TCU ranked eight spots higher in the BCS standings, falling short in the last season where the top-six threshold was the mark to meet for BCS Buster hopefuls. The Horned Frogs won the Mountain West in their first season as a member of the conference. Gary Patterson’s team took advantage of a year of parity within the league to go 10-1, their only loss coming in the Battle for the Iron Skillet against non-conference rival SMU. That relegated the Horned Frogs to a spot in the Houston Bowl rather than a trip to Florida, and a date with Iowa State instead of Penn State.
Phase 4: The WAC meets the challenge (2006-2007)

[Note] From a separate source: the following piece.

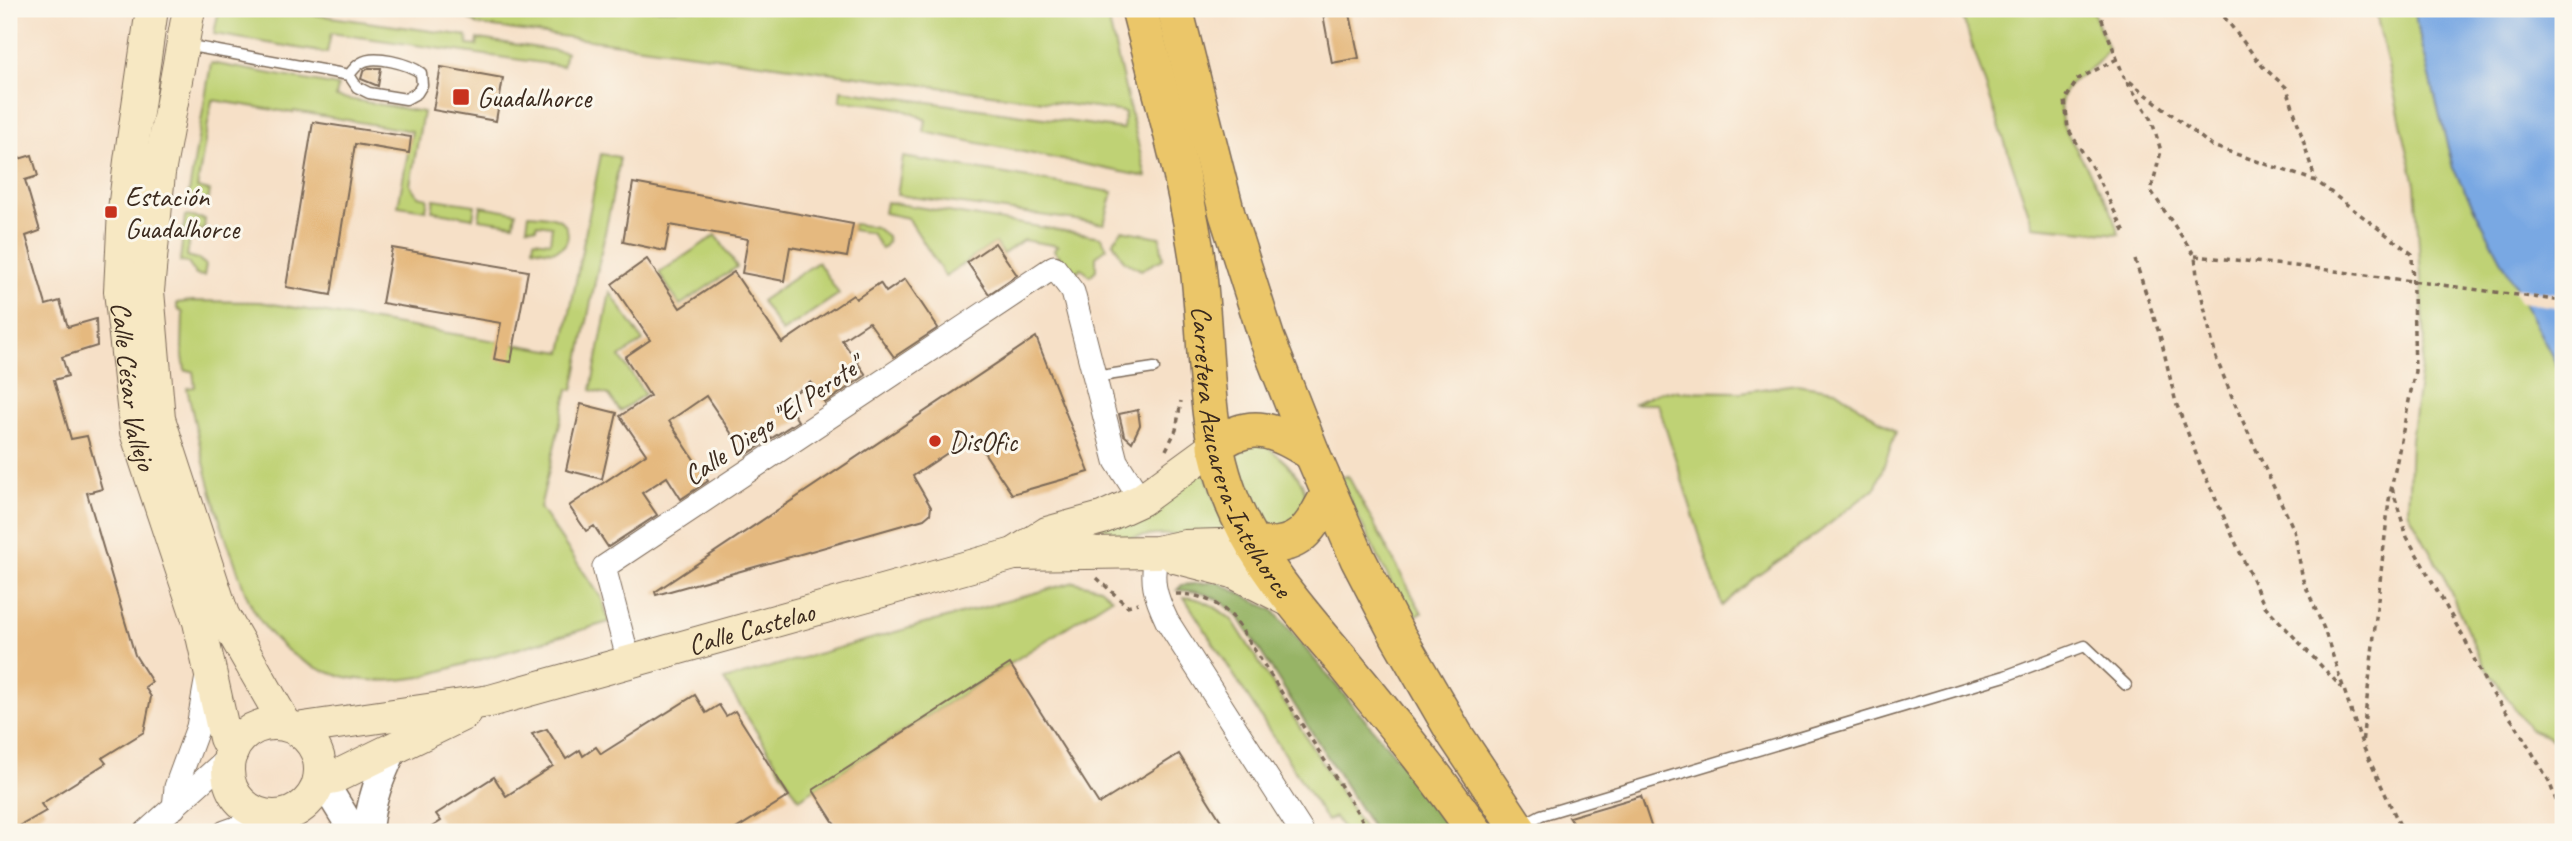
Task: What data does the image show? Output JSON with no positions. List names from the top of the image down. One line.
{"streets":{"main road":["Calle César Vallejo","Carretera Azucarera-Intelhorce","Calle Castelao"],"street":["Calle Diego \"El Perote\""]},"crossings":[["Calle César Vallejo","Calle Castelao"],["Calle Diego \"El Perote\"","Calle Castelao"],["Carretera Azucarera-Intelhorce","Calle Castelao"]],"places":{"transit":["Guadalhorce","Estación Guadalhorce"],"other":["DisOfic"]}}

After boasting one legitimate claim previously in the year where Utah broke into the BCS, Boise State finally earned its turn in 2006. The Broncos took on Oklahoma in one of the most epic bowl games in college football history, downing the Sooners after forcing overtime on a last-gasp hook-and-ladder play and going for two and the win in OT instead of playing for an extra period.
They benefitted from a change in the rules before the 2006 season that said any non-AQ team finishing in the top 12 would earn a spot among the automatic qualifiers. When the Broncos reached No. 8 in the final BCS rankings for the year, they triggered that clause and booked their tickets for Arizona. They also benefitted from an expansion to five games, with each BCS bowl site rotating as host for a standalone national championship game.

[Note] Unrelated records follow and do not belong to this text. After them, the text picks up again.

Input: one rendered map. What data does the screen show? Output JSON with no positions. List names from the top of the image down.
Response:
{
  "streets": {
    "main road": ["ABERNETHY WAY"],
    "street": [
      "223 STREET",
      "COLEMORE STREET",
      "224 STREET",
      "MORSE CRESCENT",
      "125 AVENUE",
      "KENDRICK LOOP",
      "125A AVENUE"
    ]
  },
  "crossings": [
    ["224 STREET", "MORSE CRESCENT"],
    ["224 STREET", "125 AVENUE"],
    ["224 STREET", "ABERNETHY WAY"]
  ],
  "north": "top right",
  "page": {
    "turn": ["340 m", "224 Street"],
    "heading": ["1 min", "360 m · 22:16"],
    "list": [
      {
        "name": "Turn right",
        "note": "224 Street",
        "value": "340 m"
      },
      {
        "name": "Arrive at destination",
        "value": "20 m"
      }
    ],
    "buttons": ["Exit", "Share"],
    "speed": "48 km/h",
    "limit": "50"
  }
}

The Broncos ranked ahead of two automatic qualifiers from affiliated conferences, ACC champion Wake Forest (No. 14) and the No. 10 Oklahoma team that won the Big 12 before falling to the Broncos in Glendale. No other non-AQ team really had a shot that season, as Mountain West champion BYU dropped early-season contests at Arizona and Boston College to fall out of contention before October. The Cougars finished No. 20 in the final BCS standings, far below the Demon Deacons that got into the Orange Bowl as automatic qualifiers.
A year later, Hawaii followed in Boise State’s footsteps as the second straight WAC champion to qualify for the BCS. The Rainbow Warriors ran the table against one of the weakest schedules in the country, their non-conference schedule including two FCS opponents in Northern Colorado and Charleston Southern. Hawaii only reached the top-12 benchmark the week before their regular-season finale against Washington, and a win over the hapless Huskies pushed the Rainbow Warriors to No. 10 in the final rankings.
Only Illinois was rated lower among BCS teams heading into the postseason, and no other non-AQ teams occupied the gap between the Rainbow Warriors and the Illini. June Jones took Hawaii to New Orleans, where they collapsed against Georgia in the Sugar Bowl. Even with the defeat, though, there was no other team that could claim a legitimate stake in one of the BCS games than the Rainbow Warriors.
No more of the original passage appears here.